Roberts called for congressional hearings to oversee the CFTC.

Starting yesterday, companies had to begin tallying their derivatives trades to determine if they will be deemed swaps dealers subject to Dodd-Frank’s highest capital, collateral and trading standards, which may erode profits. Companies with $8 billion or more in dealing business must register.

$30 Billion Profit

The designation will apply to New York-based JPMorgan and Goldman Sachs Group Inc., as well as other financial firms dominating a business that generates more than $30 billion in annual profit for the world’s largest banks, according to an estimate from consulting firm Oliver Wyman, a unit of Marsh & McLennan Cos.

The rules, more than two years in the making, will improve oversight of a market that for three decades has largely escaped federal regulation, Gensler said Oct. 10. The agency issued a series of exemptions and guidelines in recent days to ease the transition and phase in regulations.

The CFTC also provided temporary relief for companies that trade primarily foreign-exchange swaps and forwards, a market that the Treasury Department has proposed to exempt from most of Dodd-Frank’s clearing and trading regulations. Under the temporary relief, companies with foreign-exchange derivatives business putting them in excess of the $8 billion swap-dealer threshold wouldn’t be required to register with CFTC until after the end of the year.

Treasury plans to complete the decision by the end of the year, Alastair M. Fitzpayne, assistant Treasury secretary for legislative affairs, said in an Oct. 4 letter to Representative Barney Frank, a Massachusetts Democrat.

Alleviate Uncertainty

“Time limited no-action relief is warranted in order to alleviate the uncertainty on market participants who engage solely or primarily in foreign exchange swap and foreign exchange forward swap dealing activity,” the CFTC’s Barnett said in a separate letter yesterday.

Some securitization vehicles will be exempt from regulations and others may need to be evaluated in the future, the agency said Oct. 11 in a letter to the American Securitization Forum and Securities Industry and Financial Markets Association.
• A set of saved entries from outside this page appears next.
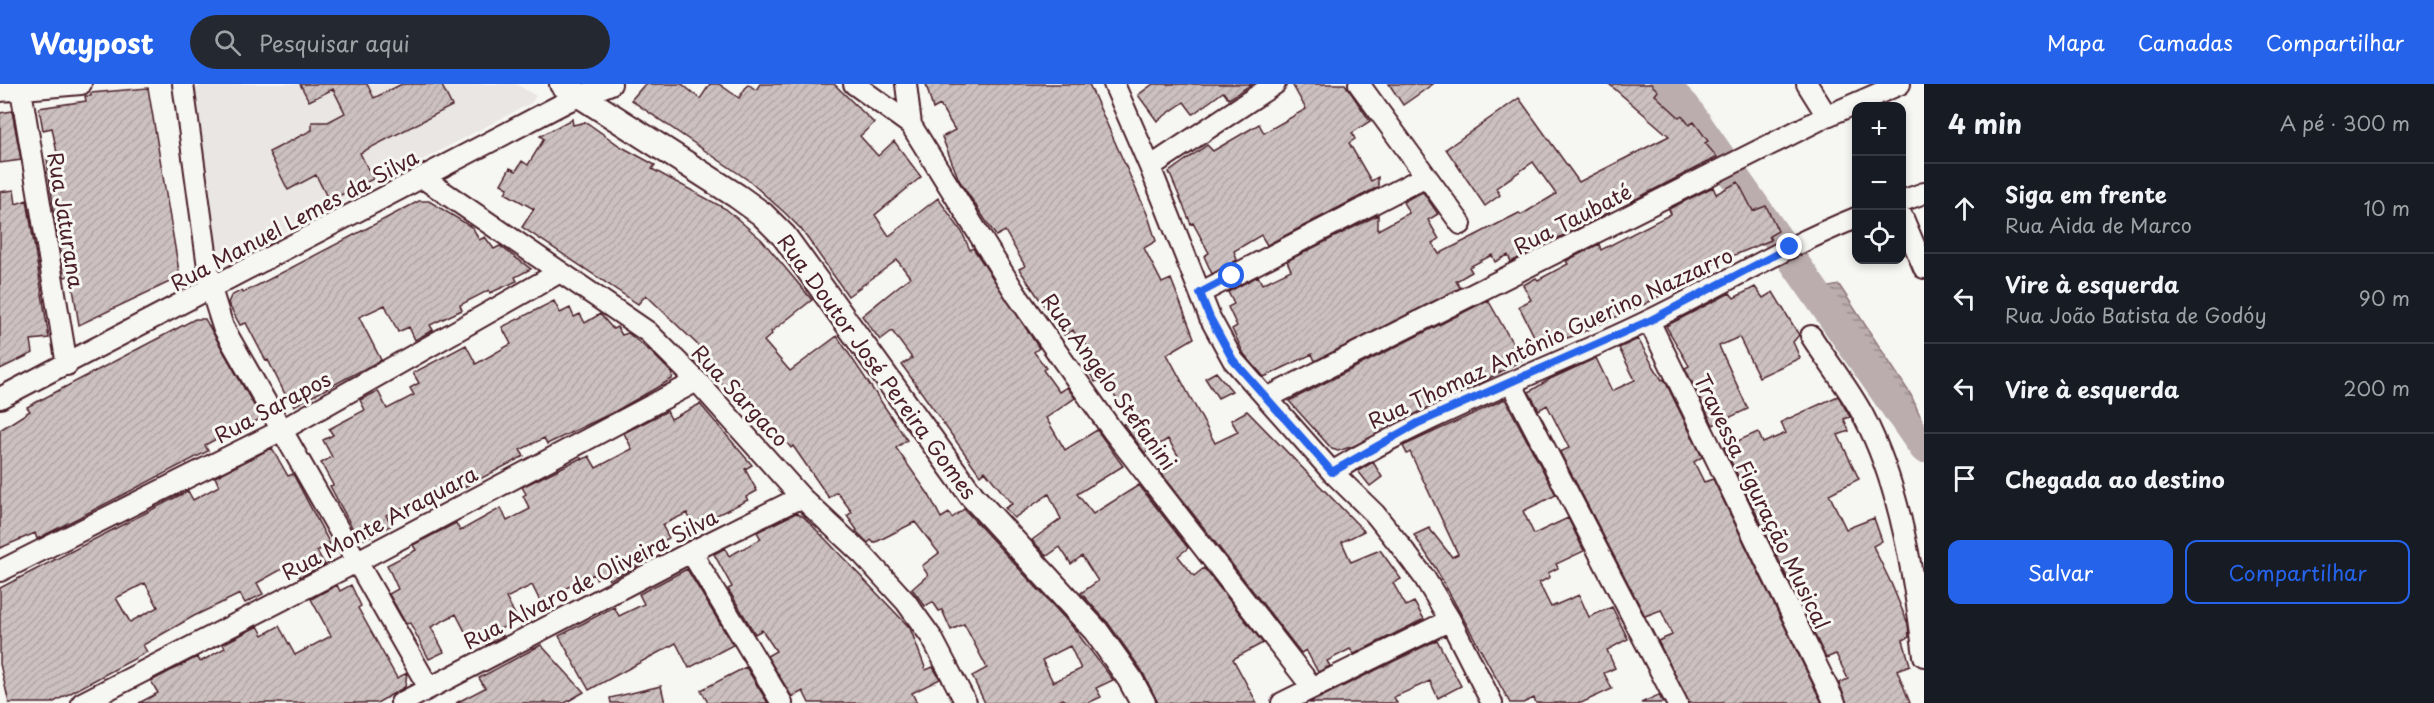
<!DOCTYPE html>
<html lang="pt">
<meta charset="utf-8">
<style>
body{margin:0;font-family:"Playpen Sans",sans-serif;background:#242831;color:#f1f3f6}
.controls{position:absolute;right:18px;top:18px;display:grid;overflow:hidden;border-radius:12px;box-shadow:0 3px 9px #0003}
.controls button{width:54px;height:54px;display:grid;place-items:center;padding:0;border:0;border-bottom:2px solid #363941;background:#171b24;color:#f1f3f6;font:30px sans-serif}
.stop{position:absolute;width:18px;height:18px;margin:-14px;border:4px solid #2563eb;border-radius:50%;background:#fff}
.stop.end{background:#2563eb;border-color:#fff;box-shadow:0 2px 6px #0008}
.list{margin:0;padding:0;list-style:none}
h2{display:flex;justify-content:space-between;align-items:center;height:78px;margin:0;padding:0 24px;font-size:26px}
h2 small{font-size:20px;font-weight:400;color:#9ea1a6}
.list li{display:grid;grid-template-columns:39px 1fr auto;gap:18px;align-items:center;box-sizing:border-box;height:90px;padding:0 24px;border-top:2px solid #363941}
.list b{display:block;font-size:22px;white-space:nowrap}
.list p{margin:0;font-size:20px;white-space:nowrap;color:#9ea1a6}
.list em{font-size:20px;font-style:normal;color:#9ea1a6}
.actions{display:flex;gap:12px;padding:18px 24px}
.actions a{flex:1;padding:14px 0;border:2px solid #2563eb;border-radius:12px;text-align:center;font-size:21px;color:#2563eb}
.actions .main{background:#2563eb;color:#fff}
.icon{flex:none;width:33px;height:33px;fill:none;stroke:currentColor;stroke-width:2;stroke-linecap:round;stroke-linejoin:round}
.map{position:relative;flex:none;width:1924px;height:619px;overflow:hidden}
header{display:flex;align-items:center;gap:36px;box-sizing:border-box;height:84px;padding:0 30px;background:#2563eb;color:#fff}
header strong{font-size:28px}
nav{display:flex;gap:33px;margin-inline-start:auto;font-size:21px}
.search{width:420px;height:54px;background:#242831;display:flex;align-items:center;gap:15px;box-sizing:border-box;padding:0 21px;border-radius:33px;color:#9ea1a6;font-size:22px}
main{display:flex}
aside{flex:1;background:#171b24}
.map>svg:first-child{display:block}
</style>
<header>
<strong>Waypost</strong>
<div class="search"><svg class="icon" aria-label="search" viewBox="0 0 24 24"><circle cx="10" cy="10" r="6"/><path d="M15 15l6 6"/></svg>Pesquisar aqui</div>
<nav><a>Mapa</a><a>Camadas</a><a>Compartilhar</a></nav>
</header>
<main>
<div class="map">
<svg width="1924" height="619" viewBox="0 0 1924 619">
<defs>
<pattern id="water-rules" width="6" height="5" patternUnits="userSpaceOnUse" patternTransform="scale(1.5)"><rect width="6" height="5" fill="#bbadae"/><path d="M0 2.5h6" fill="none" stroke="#9a8c8e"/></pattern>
<pattern id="building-hatch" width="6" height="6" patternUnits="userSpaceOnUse" patternTransform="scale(1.5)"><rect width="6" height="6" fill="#ccc1c0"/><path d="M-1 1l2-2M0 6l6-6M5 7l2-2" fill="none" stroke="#b1a5a5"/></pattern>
</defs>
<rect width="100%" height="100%" fill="#f6f6f2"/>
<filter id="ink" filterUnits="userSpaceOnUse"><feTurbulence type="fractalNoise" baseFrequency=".0167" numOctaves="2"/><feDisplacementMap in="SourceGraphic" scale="12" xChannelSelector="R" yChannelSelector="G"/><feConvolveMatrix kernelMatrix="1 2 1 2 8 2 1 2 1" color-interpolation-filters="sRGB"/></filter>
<g filter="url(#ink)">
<path fill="#e9e6e3" d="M204,0H516L536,12L531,19L220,182L193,6Z"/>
<path fill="url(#water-rules)" stroke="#8e747a" stroke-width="1.5" d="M1839,201L1911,311L1924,341V358L1902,314L1863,258L1820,205Z"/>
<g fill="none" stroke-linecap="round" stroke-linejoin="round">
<path stroke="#bbadae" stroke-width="30" d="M1663,0L1685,22L1924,364"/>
</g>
<path fill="url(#building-hatch)" stroke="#4a1f2b" stroke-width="1.5" fill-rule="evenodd" d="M300,0H367L374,14L402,0H441L452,22L360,69L373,95L329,117L316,91L288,106L269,68L312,46V38H328L345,29L333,5L309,17Z
M645,0H682L700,15L710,0H719L739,14L748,0L756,6L760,0H834L874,39L860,52L878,72L894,57L921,93L875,131L889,152L938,114L962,148L970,166L973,164L1039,264L1034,268L1046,284L1043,286L1059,308L1067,303L1075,314L1046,334L1065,366L1097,346L1123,382L1077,410L1093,430L1139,401L1188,464L1178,472L1194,492L1204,484L1263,559L1233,575L1257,619H1158L1142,587L1108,539L1081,509L1098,497L1082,472L1071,480L1060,463L1047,472L1032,456L1061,435L1049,410L1014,434L1005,424L1012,420L985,387L980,391L902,281L912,274L892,247L880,256L862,232L910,193L897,176L848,212L801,145L785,129L748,96L631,16Z
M926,0H1089L1148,132L1156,157L1144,164L1162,199L1171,195L1194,254L1167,270L1215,359L1238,348L1231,336L1247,327L1364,447L1342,458L1351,478L1380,466L1401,495L1393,499L1406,522L1414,518L1424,535L1354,570L1350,565L1327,577L1330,582L1318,588L1306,566L1301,569L1159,386L1179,373L1168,355L1145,369L1123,340L1128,338L1106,295L1095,298L1086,283L1095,278L1082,253L1078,255L1073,246L1064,251L1019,185L1025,182L1005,147L996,152L980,128L959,96L942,53L955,46L940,21L933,25Z
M1153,0H1252L1229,15L1223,8L1193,30L1184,18L1157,37L1138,11Z
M1292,0H1345L1370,37L1352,49L1355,55L1349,59L1371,97L1378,93V103L1267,161L1261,151L1234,167L1237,176L1212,190L1204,172L1209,169L1193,139L1191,140L1169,88L1207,61L1213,67L1259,40L1264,49L1306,25Z
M1389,0H1433L1403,21Z
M1609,0H1651L1658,7L1655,11L1679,33L1682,31L1689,41L1694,38L1708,57L1705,59L1717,73L1632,117L1628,110L1606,122L1609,128L1511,178L1508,171L1495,178L1492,171L1469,183L1472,188L1456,197L1460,204L1315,277L1312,270L1264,293L1244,270L1232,245L1237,242L1228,223L1234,220L1228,208L1258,192L1262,200L1291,186L1287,177L1378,131V146L1409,129L1403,118L1414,112L1423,108L1438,130L1428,136L1439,155L1432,159L1439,170L1519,129L1521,131L1556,110L1533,78L1496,104L1500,111L1485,122L1446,65L1519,14L1579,98L1669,52Z
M148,4L180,193L79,241L71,192L64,193L48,86L47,73L57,69L52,44L43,46L39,24L86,17L85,12H91V9Z
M12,27L21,76L0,79V29Z
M572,35L573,41L586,38L620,62L655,81L652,85L726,125L762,156L812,216L771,248L772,250L764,257L790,287L837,252L907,356L896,364L929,411L941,434L949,429L952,434L964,425L1071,541L1113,596L1096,604L1101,613L1088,619H1069L1063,615L1056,619H985L972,592L987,584L964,540L951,546L942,526L939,527L933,518L925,522L912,505L928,491L922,482L939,469L915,438L874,459L871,456L868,459L856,447L857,446L847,432L852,428L837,408L829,414L793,362L791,364L746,309L741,303L732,311L717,294L722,289L703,266L646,211L638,220L522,143L534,125L505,109L508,104L501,100L510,84L516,87L522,77L528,81L544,55L540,52ZM1070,562L1081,585L1053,598L1042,576Z
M1738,98L1753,127L1766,122L1778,147L1769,152L1771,156L1701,185L1703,189L1645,220L1576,251L1567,254L1565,251L1540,264L1519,222L1531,216L1523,201L1536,194L1538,196L1568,180L1566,177L1599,160L1601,166L1671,130L1669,125L1713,103L1716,110Z
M14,106L16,120L27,116L49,254L31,256L33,269L0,285V108Z
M419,117H429L473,144L479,156L485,153L494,165L500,162L531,185L515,193L517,197L490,209L489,206L460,221L462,226L430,241L433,246L415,256L409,243L398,248L385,221L359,233L381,276L294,322L291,315L288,316L268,276L266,277L246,239L240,241L228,219L231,212L242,206L243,209Z
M1755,203L1763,214L1773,208L1799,251L1793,258L1800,274L1759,293L1739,253L1719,262L1748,325L1713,341L1685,284L1689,282L1666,242L1730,209L1734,214Z
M1488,216L1522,276L1475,302L1455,311L1450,300L1427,312L1431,322L1354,362L1338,367L1332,365L1289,317Z
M554,217L560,229L570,224L574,233L580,230L585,239L600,230L613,245L617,243L622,251L628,249L651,268L673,290L672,295L614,328L547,360L544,354L520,366L524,372L453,409L449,402L386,431L392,441L364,455L354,447L330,402L333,401L321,379L332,373L323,356L333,351L329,345L365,326L360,316L378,307L387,325L414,311L410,304L419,299L413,289L466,261L476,280L511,260L502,243Z
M195,235H205L261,334L233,352L231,347L205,361L208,367L37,455L35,449L0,464V346L30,327L27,323Z
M1638,255L1654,283L1662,296L1664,295L1702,373L1694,378L1704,398L1713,395L1822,619H1689L1658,557L1672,551L1661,526L1645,532L1560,368L1569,364L1547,321L1539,326L1529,308L1550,295L1596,274L1612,307L1635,296L1619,264Z
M1216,288L1232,307L1218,314L1205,294Z
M1838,312L1850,333L1844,335L1849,347L1838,351L1859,395L1829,410L1846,445L1874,434L1882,457L1873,462L1891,499L1908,540L1909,553L1903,556L1910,581L1897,586L1910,619H1847L1839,599L1848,595L1836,570L1826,574L1724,363L1758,348L1763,359L1786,349L1781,338Z
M1505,315L1556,411L1523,427L1534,450L1568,434L1584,467L1556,480L1558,484L1548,489L1550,493L1539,499L1551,523L1579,511L1589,533L1612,523L1628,555L1607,566L1615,584L1604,589L1612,605L1581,619H1536L1534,614L1523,619H1510L1436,485L1414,451L1429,444L1452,473L1458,470L1410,368L1407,370L1403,362Z
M700,320L752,381L745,385L757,407L746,413L748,416L694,442L687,429L662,441L669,454L632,473L637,482L609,496L606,489L596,495L594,490L540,517L532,501L506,514L518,536L500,545L503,552L486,561L480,551L470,557L456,530L431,543L444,568L429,575L410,539L406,540L389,510L398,505L387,481L416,466L413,461L456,439L460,447L501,424L507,437L530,425L523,412L526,410L522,403L581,374L582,376L589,372L596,384L632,365L624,349L667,327L671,335Z
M272,364L288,392L293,390L330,460L317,467L325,481L300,493L291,480L257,499L263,510L245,519L240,510L194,532L143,561L147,568L52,619H9L0,580V504L188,407L193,416L219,402L215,393ZM145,499L158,523L130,538L116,514Z
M1373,378L1382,393L1370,402L1358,387Z
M796,429L804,433L831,461L910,544L926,586L933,583L940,595L912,609L917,619H809L803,607L792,613L767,572L776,567L762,546L755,550L728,505L732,503L714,470L725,464L729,472L761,455L757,448Z
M687,485L733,561L689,584L676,559L589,606L559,552L614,523L619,532L644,520L639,510Z
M337,501L340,507L351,501L361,522L358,524L397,594L407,589L405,603L377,619H139L158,609L151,597L197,573L200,578L225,564L223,560L258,542L263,551L279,542L295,571L331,552L311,515Z
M1437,556L1461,602L1438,614L1430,597L1394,613L1397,619H1309Z
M541,561L584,608L565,619H456L485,604L479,594Z
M746,583L768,619H708L701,606Z
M661,602L665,619H611L610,614Z
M1659,611L1663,619H1641Z"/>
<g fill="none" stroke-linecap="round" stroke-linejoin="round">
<defs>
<path id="minor" d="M20,0L67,281
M183,0L211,205L223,243L429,604
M854,0L911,41
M906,0L911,41L1016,210L1112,346L1312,603
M1114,0L1150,83L1210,234L1233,276L1332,388L1375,430L1399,460L1424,493L1450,536L1492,619
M1359,0L1461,140
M1807,0L1827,32
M0,7L81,0
M1150,83L1275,0
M423,94L648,248L697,297L801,413L863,471L906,518L932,554L966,619
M1902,117L1924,109
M1902,132L1924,184
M1200,209L1426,92
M1649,237L1835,619
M1811,252C1828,279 1849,304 1864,333C1901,404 1914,494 1924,572
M1511,299L1677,619
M0,314L568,17L611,0
M1267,314L1827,32L1900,0
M1332,388C1432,327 1543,288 1648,237C1718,203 1784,163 1856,134
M691,468L782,619
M0,487L282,346L560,188
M82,619L358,477L697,297
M401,619L691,468L801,413
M1282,619L1450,536"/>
<path id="major" d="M562,0L737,112L762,130L784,152L972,412L1096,547L1130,595L1143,619"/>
</defs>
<use href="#minor" stroke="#4a1f2b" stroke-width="24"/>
<use href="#major" stroke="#4a1f2b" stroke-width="28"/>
<use href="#minor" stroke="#f6f6f2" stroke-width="20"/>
<use href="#major" stroke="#f6f6f2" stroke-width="24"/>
</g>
</g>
<g fill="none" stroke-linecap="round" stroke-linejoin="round" filter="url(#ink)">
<path stroke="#2563eb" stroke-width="8" d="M1232,192L1200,209L1210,234L1233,276L1332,388L1418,339L1649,237L1790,163"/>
</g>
<g text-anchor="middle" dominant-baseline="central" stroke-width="6" stroke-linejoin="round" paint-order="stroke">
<g font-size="21" fill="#4a1f2b" stroke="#f6f6f2">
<text transform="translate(1572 134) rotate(-27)">Rua Taubaté</text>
<text transform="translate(294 135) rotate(-28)">Rua Manuel Lemes da Silva</text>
<text transform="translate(67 136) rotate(81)">Rua Jaturana</text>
<text transform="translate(1550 253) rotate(-25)">Rua Thomaz Antônio Guerino Nazzarro</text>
<text transform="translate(878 282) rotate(54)">Rua Doutor José Pereira Gomes</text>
<text transform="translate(1110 297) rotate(54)">Rua Angelo Stefanini</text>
<text transform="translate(741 311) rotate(47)">Rua Sargaco</text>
<text transform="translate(272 322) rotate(-28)">Rua Sarapos</text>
<text transform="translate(1763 417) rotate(64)">Travessa Figuração Musical</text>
<text transform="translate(379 438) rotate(-28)">Rua Monte Araquara</text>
<text transform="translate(590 494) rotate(-27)">Rua Alvaro de Oliveira Silva</text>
</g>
</g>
</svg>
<div class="controls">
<button>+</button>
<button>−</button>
<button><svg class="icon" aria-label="locate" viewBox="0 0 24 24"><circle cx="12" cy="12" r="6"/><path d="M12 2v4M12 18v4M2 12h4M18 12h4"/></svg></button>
</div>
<div class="stop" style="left:1232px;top:192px"></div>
<div class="stop end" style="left:1790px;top:163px"></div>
</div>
<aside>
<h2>4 min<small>A pé · 300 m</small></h2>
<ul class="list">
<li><svg class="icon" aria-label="ahead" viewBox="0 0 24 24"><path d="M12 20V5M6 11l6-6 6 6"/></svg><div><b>Siga em frente</b><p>Rua Aida de Marco</p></div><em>10 m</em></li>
<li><svg class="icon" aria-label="left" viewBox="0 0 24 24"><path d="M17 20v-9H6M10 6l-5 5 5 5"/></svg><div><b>Vire à esquerda</b><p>Rua João Batista de Godóy</p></div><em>90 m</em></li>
<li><svg class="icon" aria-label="left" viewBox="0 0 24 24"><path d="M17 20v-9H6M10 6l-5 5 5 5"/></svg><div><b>Vire à esquerda</b></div><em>200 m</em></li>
<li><svg class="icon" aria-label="arrive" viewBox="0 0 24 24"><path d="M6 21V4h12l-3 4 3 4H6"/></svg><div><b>Chegada ao destino</b></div></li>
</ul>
<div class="actions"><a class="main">Salvar</a><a>Compartilhar</a></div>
</aside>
</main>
The associations represent Charlotte, North Carolina-based Bank of America Corp. and New York-based Bank of New York Mellon Corp. among hundreds of investors, issuers and trustees who sought an exclusion from regulations.

“The commission has taken a thoughtful initial approach to this issue and we are very pleased it has formally recognized that most of the securitization market should not be considered commodity pools,” Tom Deutsch, executive director of the securitization forum, said in a statement yesterday.

The CFTC denied a full exemption to some types of securitization entities, including those used in collateralized debt and loan obligations. The agency said the industry’s request “is overly broad.”